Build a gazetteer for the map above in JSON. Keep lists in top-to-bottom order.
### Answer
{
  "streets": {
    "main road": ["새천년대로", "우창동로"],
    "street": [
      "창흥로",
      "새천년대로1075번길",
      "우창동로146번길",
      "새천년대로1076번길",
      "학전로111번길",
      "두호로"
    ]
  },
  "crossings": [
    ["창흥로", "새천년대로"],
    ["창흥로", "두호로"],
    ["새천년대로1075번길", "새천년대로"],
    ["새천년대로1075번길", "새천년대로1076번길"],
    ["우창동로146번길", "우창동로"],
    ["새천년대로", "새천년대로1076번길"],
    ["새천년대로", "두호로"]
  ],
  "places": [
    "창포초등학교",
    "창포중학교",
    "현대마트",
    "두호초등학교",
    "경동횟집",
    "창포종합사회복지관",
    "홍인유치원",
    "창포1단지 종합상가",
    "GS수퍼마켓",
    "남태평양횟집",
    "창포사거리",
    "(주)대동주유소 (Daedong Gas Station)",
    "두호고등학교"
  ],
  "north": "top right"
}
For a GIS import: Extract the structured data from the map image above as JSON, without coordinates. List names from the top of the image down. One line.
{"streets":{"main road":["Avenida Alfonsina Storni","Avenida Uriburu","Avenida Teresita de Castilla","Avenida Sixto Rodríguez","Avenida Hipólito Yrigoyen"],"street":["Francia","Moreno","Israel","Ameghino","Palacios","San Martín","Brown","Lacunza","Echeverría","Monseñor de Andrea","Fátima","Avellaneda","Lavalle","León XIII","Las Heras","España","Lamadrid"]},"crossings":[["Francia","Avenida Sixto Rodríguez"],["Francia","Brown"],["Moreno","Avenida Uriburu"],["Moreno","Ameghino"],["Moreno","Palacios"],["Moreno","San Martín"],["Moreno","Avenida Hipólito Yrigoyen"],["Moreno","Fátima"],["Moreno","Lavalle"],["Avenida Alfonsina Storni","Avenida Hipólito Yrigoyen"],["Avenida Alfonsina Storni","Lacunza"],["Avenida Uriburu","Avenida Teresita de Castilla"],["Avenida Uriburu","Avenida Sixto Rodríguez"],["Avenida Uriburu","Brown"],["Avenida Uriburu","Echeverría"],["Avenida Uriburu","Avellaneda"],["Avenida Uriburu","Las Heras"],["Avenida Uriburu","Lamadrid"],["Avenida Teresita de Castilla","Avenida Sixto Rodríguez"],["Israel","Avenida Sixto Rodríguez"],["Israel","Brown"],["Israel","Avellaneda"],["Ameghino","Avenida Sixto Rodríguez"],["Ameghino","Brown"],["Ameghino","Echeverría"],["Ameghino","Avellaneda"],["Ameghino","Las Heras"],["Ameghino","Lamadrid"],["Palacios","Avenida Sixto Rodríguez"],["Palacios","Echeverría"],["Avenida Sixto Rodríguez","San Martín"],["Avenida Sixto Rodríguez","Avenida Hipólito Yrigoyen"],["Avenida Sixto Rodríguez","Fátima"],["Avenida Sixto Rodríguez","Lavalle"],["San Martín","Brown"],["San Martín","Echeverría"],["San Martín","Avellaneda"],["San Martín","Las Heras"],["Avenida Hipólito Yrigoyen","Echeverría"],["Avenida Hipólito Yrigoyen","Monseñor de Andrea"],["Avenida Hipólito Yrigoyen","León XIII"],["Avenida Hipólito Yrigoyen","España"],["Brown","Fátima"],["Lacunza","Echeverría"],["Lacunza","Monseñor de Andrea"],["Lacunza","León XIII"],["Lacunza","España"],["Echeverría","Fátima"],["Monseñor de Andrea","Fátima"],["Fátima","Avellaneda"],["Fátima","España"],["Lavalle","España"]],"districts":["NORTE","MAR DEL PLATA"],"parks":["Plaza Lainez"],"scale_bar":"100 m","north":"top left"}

- _What this task involves_:
Your answer should be each line from the preceding material in which the word "above" occurs.

- _Answer area_:
Build a gazetteer for the map above in JSON. Keep lists in top-to-bottom order.
For a GIS import: Extract the structured data from the map image above as JSON, without coordinates. List names from the top of the image down. One line.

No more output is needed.